Merger activity increased last week with three new deals announced and four deals closing. You can find all the active deals listed below in our Merger Arbitrage Tool (MAT) that automatically updates itself during market hours.
We are pleased to release an enhancement to our new Merger Arbitrage News section that displays latest news from various sources as well as latest SEC filings for all active deals. This enhancement adds two new tabs to this page, which displays tweets related to active deals. The “Curated Twitter” tab displays tweets from a list of nearly 2,000 curated Twitter accounts and the “Raw Twitter” tab displays an unfiltered list of tweets related to active deals in the MAT. Subscribers that have logged in can filter the news, SEC filings and tweets for just the companies they are following instead of seeing all news, filings and tweets.
We have also added two new potential deals to the Deals in the Works section that we launched last week.
The acquisition of Astoria Financial Corporation (AF) by Sterling Bancorp (STL) for $2.2 billion. Under the terms of the agreement, shareholders of Astoria Financial will receive a fixed exchange of 0.875 shares of Sterling common stock for each share of Astoria common stock.
On March 6, 2017, Analog Devices (ADI) announced that it has received regulatory approval from the Ministry of Commerce of China to complete its acquisition of Linear Technology Corporation (LLTC). MOFCOM clearance was the final required regulatory approval, and the parties expect to complete the acquisition on March 10, 2017.

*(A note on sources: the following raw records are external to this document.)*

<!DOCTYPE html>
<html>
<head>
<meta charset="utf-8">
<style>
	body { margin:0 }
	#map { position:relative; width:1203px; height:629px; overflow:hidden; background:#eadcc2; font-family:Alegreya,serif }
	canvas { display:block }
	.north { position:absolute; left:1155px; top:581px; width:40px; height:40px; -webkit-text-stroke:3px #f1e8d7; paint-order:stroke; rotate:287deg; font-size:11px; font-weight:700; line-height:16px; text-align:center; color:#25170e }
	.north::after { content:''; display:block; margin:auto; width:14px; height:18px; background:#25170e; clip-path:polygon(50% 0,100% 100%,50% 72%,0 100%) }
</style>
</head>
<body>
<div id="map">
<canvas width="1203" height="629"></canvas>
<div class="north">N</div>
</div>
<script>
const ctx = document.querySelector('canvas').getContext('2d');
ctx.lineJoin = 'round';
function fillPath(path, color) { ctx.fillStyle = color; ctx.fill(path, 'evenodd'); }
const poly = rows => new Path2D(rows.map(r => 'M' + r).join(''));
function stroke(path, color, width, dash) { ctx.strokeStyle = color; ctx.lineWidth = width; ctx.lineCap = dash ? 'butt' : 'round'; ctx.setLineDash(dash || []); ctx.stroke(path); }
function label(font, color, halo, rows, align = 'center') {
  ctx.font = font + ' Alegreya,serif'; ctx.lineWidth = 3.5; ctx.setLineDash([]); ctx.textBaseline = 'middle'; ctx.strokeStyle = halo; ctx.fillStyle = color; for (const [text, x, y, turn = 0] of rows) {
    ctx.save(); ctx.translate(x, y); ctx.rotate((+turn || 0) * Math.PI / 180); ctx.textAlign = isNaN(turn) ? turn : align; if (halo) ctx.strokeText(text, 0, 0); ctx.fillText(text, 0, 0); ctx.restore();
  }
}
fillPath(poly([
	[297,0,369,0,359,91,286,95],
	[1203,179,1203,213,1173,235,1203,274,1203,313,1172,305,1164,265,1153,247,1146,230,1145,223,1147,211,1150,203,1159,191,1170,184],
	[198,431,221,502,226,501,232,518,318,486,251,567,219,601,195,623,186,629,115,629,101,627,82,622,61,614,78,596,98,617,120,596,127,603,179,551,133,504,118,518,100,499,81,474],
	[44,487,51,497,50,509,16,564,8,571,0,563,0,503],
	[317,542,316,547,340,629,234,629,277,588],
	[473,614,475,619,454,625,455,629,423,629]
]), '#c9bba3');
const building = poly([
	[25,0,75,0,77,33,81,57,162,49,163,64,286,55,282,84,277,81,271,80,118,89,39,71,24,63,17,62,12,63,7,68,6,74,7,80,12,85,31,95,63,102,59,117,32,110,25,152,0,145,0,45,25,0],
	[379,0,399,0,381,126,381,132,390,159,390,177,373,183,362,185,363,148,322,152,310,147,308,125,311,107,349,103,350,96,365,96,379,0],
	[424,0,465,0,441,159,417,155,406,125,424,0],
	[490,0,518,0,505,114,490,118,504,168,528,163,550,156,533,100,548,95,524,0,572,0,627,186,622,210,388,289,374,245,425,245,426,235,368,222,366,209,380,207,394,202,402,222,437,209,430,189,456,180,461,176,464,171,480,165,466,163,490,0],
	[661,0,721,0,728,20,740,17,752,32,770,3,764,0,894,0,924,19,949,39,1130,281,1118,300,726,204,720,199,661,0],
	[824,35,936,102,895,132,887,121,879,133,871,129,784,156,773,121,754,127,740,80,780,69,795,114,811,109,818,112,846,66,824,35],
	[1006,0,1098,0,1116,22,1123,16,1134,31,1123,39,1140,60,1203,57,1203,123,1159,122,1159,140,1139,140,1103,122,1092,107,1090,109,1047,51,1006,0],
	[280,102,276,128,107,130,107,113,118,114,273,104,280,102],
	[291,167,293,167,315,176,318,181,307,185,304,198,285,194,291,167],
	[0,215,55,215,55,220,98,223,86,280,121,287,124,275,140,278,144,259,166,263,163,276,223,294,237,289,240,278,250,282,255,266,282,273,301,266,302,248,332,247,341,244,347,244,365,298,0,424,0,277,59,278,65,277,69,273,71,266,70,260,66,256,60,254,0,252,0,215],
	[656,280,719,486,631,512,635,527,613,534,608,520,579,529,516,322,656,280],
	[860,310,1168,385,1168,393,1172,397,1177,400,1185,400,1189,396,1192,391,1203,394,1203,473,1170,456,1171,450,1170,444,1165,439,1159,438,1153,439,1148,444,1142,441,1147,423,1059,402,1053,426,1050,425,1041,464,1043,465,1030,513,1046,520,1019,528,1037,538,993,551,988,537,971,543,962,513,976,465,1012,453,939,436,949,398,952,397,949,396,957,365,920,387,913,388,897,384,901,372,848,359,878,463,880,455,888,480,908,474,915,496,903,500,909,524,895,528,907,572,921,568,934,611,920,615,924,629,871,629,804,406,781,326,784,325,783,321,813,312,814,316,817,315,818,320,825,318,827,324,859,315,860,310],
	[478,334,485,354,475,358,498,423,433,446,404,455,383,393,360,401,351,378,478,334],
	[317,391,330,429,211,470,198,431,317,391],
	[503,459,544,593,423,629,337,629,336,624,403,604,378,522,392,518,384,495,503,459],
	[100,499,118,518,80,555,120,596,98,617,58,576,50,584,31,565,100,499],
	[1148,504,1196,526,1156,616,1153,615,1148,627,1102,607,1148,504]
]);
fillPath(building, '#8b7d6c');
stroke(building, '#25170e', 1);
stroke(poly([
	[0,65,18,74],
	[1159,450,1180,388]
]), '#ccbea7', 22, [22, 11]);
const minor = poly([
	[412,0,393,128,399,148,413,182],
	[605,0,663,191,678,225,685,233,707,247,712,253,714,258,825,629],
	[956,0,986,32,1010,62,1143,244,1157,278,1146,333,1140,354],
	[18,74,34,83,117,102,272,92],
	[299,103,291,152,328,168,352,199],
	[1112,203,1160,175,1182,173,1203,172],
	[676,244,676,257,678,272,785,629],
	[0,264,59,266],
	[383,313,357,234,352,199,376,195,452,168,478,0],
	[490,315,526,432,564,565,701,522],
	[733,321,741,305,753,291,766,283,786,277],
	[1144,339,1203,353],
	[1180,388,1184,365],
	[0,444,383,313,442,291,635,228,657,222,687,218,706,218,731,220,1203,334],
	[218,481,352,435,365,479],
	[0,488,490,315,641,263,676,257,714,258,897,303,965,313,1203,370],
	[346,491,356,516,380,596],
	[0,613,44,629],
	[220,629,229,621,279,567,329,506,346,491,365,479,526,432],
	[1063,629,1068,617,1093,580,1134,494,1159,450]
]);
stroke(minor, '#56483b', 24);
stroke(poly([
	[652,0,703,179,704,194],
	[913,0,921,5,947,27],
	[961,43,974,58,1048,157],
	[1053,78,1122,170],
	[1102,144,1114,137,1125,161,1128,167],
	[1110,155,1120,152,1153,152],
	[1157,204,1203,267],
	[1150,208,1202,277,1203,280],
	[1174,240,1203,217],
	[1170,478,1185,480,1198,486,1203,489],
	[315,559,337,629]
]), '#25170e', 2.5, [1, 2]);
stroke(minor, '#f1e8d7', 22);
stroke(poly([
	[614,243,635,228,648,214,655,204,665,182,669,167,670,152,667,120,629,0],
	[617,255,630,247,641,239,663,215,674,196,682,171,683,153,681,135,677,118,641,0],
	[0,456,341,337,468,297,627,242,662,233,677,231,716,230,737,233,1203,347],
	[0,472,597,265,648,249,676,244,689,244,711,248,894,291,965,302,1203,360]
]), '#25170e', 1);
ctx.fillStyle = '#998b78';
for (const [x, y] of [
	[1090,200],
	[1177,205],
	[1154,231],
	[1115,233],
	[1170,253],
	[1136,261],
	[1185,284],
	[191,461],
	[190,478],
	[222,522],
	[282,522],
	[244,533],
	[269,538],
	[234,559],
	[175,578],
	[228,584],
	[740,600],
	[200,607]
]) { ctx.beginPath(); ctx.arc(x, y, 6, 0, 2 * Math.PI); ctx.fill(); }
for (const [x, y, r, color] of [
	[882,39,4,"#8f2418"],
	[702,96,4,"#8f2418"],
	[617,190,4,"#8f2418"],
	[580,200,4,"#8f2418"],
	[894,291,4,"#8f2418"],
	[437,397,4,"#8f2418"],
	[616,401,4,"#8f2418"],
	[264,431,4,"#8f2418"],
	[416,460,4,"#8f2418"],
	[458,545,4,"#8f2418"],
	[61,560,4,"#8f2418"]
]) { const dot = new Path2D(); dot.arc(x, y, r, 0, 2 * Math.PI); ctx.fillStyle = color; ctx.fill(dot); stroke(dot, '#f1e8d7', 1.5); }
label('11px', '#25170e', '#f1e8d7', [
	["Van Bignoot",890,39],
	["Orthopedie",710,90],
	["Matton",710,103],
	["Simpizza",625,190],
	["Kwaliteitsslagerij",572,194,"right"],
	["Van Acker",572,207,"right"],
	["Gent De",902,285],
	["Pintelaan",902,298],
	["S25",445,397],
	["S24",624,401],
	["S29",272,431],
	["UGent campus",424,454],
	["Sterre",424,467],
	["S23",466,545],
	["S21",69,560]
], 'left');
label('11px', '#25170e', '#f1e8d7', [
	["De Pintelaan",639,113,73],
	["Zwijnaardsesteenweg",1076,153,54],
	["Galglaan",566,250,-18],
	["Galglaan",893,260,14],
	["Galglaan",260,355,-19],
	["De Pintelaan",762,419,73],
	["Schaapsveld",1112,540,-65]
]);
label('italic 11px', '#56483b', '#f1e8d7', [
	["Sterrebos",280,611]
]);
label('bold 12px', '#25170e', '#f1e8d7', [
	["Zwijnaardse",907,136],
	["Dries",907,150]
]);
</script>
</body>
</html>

On March 6, 2017, PrivateBancorp (PVTB) announced that it has set a new record date for its special meeting of stockholders to consider and act upon the Agreement and Plan of Merger by and among PrivateBancorp, Canadian Imperial Bank of Commerce and CIBC Holdco. The PrivateBancorp special meeting is currently expected to be held on or about May 4, 2017.
On March 7, 2017, Integrated Device Technology (IDTI) announced that its wholly-owned subsidiary, Glider Merger Sub, is commencing a cash tender offer to purchase all outstanding shares of common stock of GigPeak (GIG) at an offer price of $3.08 per share.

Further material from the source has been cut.